Shredding for the part
Even though Harington managed to successfully overhaul his physique to become a huge, muscular gladiator that could intimidate even the most fearless of his Roman foes, once the film’s producers saw him in the flesh, they decided he’d actually become too big for the role and forced him to go on a drastic diet.
He explains: “I had to put on a bit of weight leading up to Pompeii because I wanted to be bulky and big. But then when they saw my face they thought I’d got a bit too bulky and they were like, ‘OK, actually, we don’t want you big, we want you very lean and muscly. So I then dropped a few pounds by going on a strict diet.

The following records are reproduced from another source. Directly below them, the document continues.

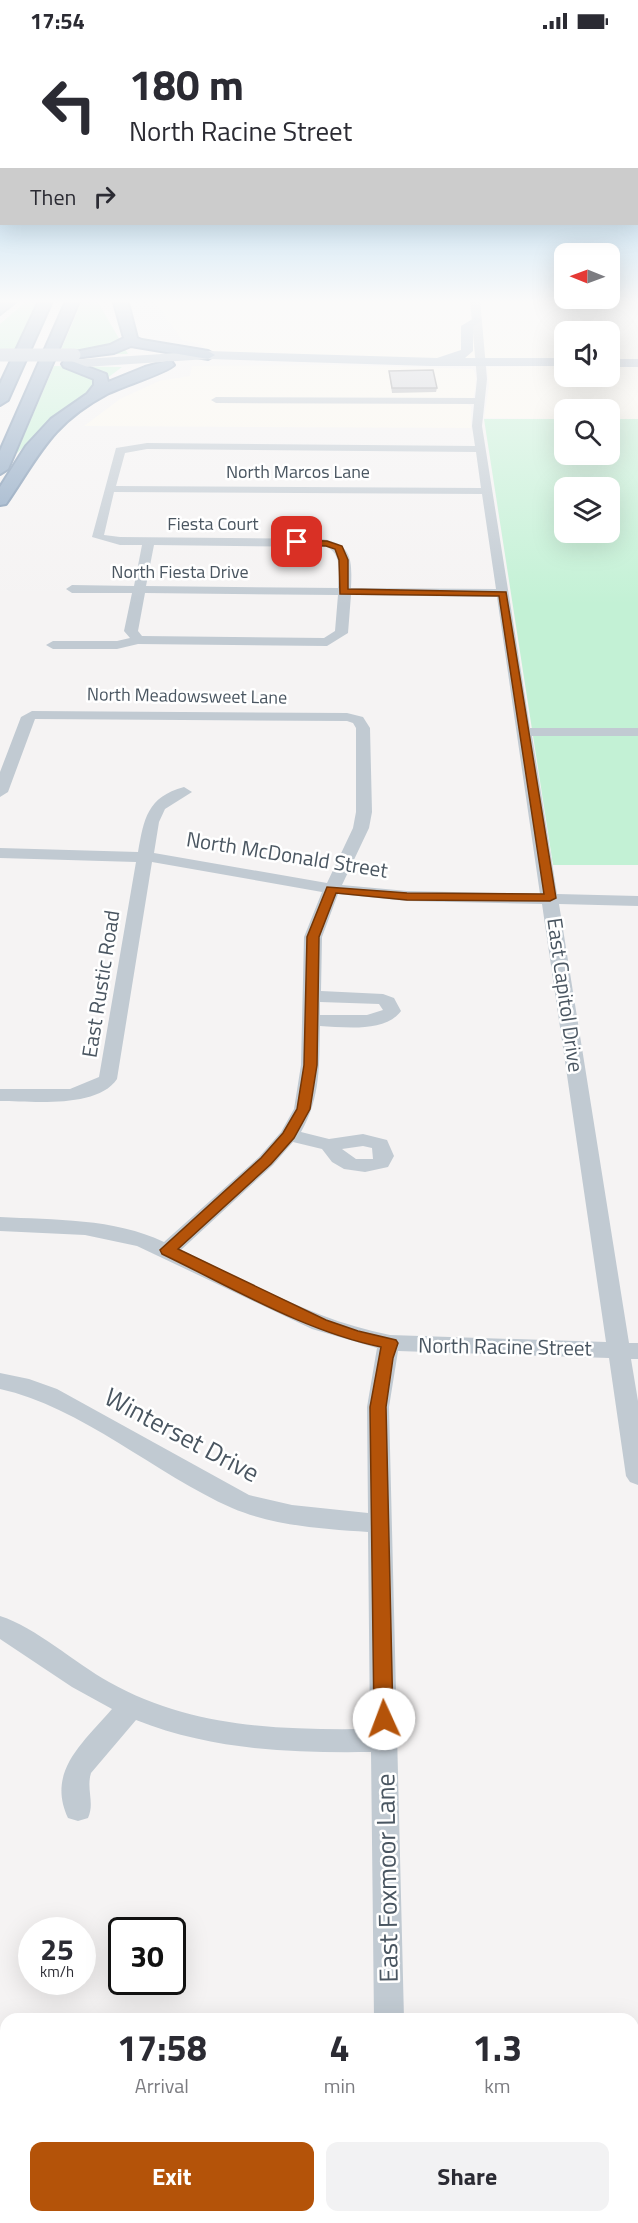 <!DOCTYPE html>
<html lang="en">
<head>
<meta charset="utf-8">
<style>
	body { margin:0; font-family:"Titillium Web",sans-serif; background:#f2f2f3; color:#2b2b33; height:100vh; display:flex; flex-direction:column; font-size:22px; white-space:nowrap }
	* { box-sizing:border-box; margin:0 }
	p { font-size:20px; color:#7c7c81 }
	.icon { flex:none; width:33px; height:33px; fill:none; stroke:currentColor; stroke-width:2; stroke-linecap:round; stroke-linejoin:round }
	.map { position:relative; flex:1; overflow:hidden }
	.drawer { position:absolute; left:0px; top:1971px; width:639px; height:210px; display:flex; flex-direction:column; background:#fff; border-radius:18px 18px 0 0; box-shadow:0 6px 24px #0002 }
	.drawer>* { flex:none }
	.banner { position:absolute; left:0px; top:0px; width:639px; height:183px; box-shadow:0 6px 24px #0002; background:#fff; color:#2b2b33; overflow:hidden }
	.needle { width:39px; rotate:271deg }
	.controls { position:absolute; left:554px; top:201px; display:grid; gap:12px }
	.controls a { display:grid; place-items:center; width:66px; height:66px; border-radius:12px; background:#fff; box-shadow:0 6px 24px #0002; font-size:30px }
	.speed { position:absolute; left:18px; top:1875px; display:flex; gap:12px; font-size:30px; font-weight:700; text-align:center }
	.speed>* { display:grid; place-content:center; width:78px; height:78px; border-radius:50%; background:#fff; box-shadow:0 6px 24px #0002; line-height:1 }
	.speed small { font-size:15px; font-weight:400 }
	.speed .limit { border:3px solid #111; border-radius:9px; background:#fff; color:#111 }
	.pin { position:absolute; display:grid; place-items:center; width:51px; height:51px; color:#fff; margin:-26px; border-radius:12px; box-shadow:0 3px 9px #0006 }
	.me { position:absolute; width:66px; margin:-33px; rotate:358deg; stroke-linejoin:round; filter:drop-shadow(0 0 4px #0008) }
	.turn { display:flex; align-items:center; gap:21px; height:126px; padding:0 30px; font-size:27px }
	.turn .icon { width:78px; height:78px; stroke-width:2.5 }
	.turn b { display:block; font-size:42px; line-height:51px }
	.then { display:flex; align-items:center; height:57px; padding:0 30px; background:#0003; gap:12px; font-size:22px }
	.eta { display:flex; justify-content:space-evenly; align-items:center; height:102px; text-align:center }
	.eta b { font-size:36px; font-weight:700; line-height:42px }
	.primary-button { display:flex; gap:12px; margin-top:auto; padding:12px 30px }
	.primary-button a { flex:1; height:69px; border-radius:12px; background:#b45309; color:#fff; font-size:24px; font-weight:700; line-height:69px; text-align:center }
	.primary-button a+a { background:#f2f2f3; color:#2b2b33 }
	.status { display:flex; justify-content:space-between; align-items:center; height:42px; padding:0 30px; background:#fff; direction:ltr }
	.status svg { height:16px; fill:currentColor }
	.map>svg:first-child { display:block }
</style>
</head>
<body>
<div class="status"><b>17:54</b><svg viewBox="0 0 49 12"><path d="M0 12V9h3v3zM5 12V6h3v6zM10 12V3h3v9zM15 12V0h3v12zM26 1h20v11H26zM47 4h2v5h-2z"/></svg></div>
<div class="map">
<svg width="638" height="2181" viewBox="0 0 638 2181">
	<rect width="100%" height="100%" fill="#f5f3f3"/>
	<g fill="#fdf9ef">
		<path d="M153 257H638V321H609V290H564V320L208 313 203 303 182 298Z"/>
		<path d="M336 323 473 327 476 334 475 348 473 356 467 362 471 364V386L84 384 120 357 159 339 190 334 192 324Z"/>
		<path d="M564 324V334H609V324H638V377H609V368H564V377L484 376 489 344 487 325Z"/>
	</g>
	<g fill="#c3f1d5" fill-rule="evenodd">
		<path d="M29 257H40L15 309H0V282Z"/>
		<path d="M83 257H96L128 312H59Z"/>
		<path d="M54 324 122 325 70 364 16 412Z"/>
		<path d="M484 377H564V412H609V377H638V823H553ZM564 446H609V490H564Z"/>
	</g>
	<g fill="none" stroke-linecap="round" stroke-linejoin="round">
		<g stroke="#7690ad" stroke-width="4">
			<g id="highway">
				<path d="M5 257H19L0 272V261Z"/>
				<path d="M40 257H53L8 358 0 363V342Z"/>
				<path d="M67 257H80L8 427 0 432V409Z"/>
				<path d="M113 257H127L137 296 142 298 208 309 215 313 208 317 131 304 114 311 75 316V310L110 303 124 296Z"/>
				<path d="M69 318 106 332 108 340 145 325 167 319 172 320 174 323C168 330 121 345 107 352 51 382 40 412 6 462L0 463V445L26 404 51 377 87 352 94 343V337L64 325 62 322 64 319Z"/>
			</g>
		</g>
		<g fill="#c1cad2" fill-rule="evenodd">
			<path d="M470 257H480L487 337 482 384 530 686H638V694H532L557 852 638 854V864L559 862 629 1301H638V1317H631L638 1359V1443L630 1440 626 1434 609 1316 398 1309 389 1365 404 1977H374L371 1710C289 1711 212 1708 136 1678L91 1731C86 1747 95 1761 88 1776L78 1779 68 1776C46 1729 84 1700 112 1667L72 1645 0 1597V1574C35 1585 75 1621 109 1640 191 1686 279 1688 370 1687L368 1490C324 1487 274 1484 232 1466 157 1433 80 1364 0 1347V1331L29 1337 57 1347 249 1453 292 1463 368 1471 367 1365 377 1306 312 1287 137 1204 85 1193 0 1189V1175C54 1178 114 1176 164 1200L259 1115 281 1090 294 1067 301 1023 304 895 322 850 152 820 117 1037C97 1067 31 1059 0 1059V1047H70L99 1035 136 820 0 816V806L138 810C144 777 147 755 184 745L192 750 165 767 159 780 154 811 327 841 353 786 356 770V686L353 681 347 679 35 677 8 750 0 755V730L21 675 32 669 347 671 363 675 370 686 372 770 369 786 342 843 407 849 540 852 497 555 351 553 348 591 327 604 138 602 117 607H53L46 603 53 599H117L130 596 124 589 132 551H72L66 547 72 543 134 544 142 503H120L92 495 116 406 147 401 475 404 472 384 474 362 216 361 211 358 216 355 475 356 477 337ZM147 407 476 410 481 446 116 444 125 411ZM114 450 482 452 496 547 351 546C352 519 353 502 322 497L120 495 104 493ZM154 503 327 505C342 512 339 532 338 546L146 544ZM145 551 338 553 335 589 324 596 142 594 138 589ZM338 852 407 859 542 862 606 1300 390 1293C316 1279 249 1240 181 1208L273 1123 293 1100 322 1107 332 1120 344 1127 365 1130 388 1125 394 1114 387 1098 363 1092 329 1097 301 1090C321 1055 319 1023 320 984 344 985 385 991 401 969L394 956 383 952 321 949 322 895ZM320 960 379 962 383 968 367 973H320ZM363 1104 372 1106 373 1117H356L342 1107Z"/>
			<rect x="0" y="2071" width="6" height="32"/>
			<rect x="633" y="2077" width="5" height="32"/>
		</g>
		<g fill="#b3c2d1" fill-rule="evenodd">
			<path d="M476 275 482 278 473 285V309L465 316H564V324H430L208 317 69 326 63 322 69 318 208 309 437 316 461 308V284Z"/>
			<rect x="609" y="317" width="29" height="8"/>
		</g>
		<use href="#highway" fill="#8ba5c1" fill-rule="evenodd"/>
		<path stroke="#b3c2d1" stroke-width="13" d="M1 313H74"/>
	</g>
	<path fill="#b0b2b7" d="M389 329 437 346 436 350 392 351Z"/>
	<path fill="#cdcfd5" stroke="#909195" stroke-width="1.5" d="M433 328 437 346H392L389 329Z"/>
	<linearGradient id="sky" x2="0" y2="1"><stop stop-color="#85c3ea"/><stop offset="0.46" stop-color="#fafafa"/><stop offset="1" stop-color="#fafafa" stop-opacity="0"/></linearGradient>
	<rect width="638" height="563" fill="url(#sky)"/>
	<path fill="#b45309" stroke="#753606" stroke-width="1.5" d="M294 498 327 499 342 504 348 518V547L506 550 556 856 550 859 407 858 336 851 319 895 317 1023 310 1067 294 1096 271 1122 178 1207 326 1278 358 1289 396 1298 398 1301 393 1316 386 1365 393 1677 390 1682 384 1684 377 1682 374 1677 370 1365 381 1305C304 1289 233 1246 162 1212L160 1208 261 1116 283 1091 297 1067 304 1023 307 895 327 845 407 851 544 852 499 554 340 552 339 518 335 507 326 504 297 503Z"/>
	<g text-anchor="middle" stroke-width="5" stroke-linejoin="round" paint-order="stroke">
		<g font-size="18" fill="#4a5661" stroke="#fff">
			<text x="298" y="436">North Marcos Lane</text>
			<text x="213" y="488">Fiesta Court</text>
			<text x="180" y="536">North Fiesta Drive</text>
			<text transform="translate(187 654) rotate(1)" y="6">North Meadowsweet Lane</text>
		</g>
		<g font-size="21" fill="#4a5661" stroke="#fff">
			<text transform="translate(287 813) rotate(9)" y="7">North McDonald Street</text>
			<text transform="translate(101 942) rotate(-81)" y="7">East Rustic Road</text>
			<text transform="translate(565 953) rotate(82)" y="7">East Capitol Drive</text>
			<text transform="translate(505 1305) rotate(1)" y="7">North Racine Street</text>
		</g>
		<g font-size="26" fill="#4a5661" stroke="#fff">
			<text transform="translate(182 1393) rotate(28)" y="9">Winterset Drive</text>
			<text transform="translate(387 1836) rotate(-91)" y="9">East Foxmoor Lane</text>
		</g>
	</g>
</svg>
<div class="controls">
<a><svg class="needle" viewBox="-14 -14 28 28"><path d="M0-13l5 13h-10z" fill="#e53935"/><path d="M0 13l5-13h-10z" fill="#7c7c81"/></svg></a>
<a><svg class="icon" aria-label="sound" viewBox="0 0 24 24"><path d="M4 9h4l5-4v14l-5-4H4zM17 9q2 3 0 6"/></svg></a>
<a><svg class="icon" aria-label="search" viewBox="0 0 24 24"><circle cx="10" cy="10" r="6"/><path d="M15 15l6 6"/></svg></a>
<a><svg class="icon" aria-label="layers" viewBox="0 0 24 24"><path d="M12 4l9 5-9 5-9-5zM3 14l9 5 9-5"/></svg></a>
</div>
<div class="speed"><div>25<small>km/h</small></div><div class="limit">30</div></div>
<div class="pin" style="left:297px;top:500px;background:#d93025"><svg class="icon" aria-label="arrive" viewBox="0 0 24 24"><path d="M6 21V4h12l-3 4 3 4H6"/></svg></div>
<svg class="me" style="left:384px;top:1677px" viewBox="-20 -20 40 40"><circle r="19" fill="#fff"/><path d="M0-13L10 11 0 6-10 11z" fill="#b45309"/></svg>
<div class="banner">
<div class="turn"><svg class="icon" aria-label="left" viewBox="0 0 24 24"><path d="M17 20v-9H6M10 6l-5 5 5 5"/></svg><div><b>180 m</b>North Racine Street</div></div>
<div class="then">Then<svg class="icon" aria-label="right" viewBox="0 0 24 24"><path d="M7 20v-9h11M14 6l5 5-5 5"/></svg></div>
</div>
<section class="drawer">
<div class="eta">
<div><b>17:58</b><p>Arrival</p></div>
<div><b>4</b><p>min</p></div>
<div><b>1.3</b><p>km</p></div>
</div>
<div class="primary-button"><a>Exit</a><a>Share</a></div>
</section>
</div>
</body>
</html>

“The diet was very high in protein and then mixed with veggies and complex carbs. Because I was cutting down it was strict; it was pretty brutal. I had my meals set out for me every day, and then I would gulp down protein shakes. It was very concise.”
Doing his own stunts
While dealing with an uncompromising training schedule and a calorie-depleted diet, he also had to learn all the fight choreography, which according to Harington was a workout in itself.
“It wasn’t just about the basics: the kicking, punching, slashing and hitting,” he explains. “Our fight coordinator and our director, Paul W.S. Anderson, really wanted to bring character and narrative into the fighting.
“I was on set every day and when I wasn’t filming, I was in stunt rehearsal or training. It was tough. Paul demands a lot from his actors, but I like that in a director. There are a lot of fighting scenes in Pompeii, and there are a lot of stunts. I was easily in the best shape I’ve ever been.
“We went through a boot camp with the stunt guys. I had some experience working with swords in roles I’ve played in the past, but this was a different type of sword training. We were also pretty much covered in every element in this movie (laughs). I had mud, rainstorms and severe winds thrown at me. There were days when we were fighting outside in the amphitheater where the temperatures hit 100 degrees. But nothing beat the ash. That was pretty brutal.”
With Pompeii now screening in cinemas across the world, Harington is going from one extreme to another as he readies himself for the much-anticipated fourth season of Game of Thrones.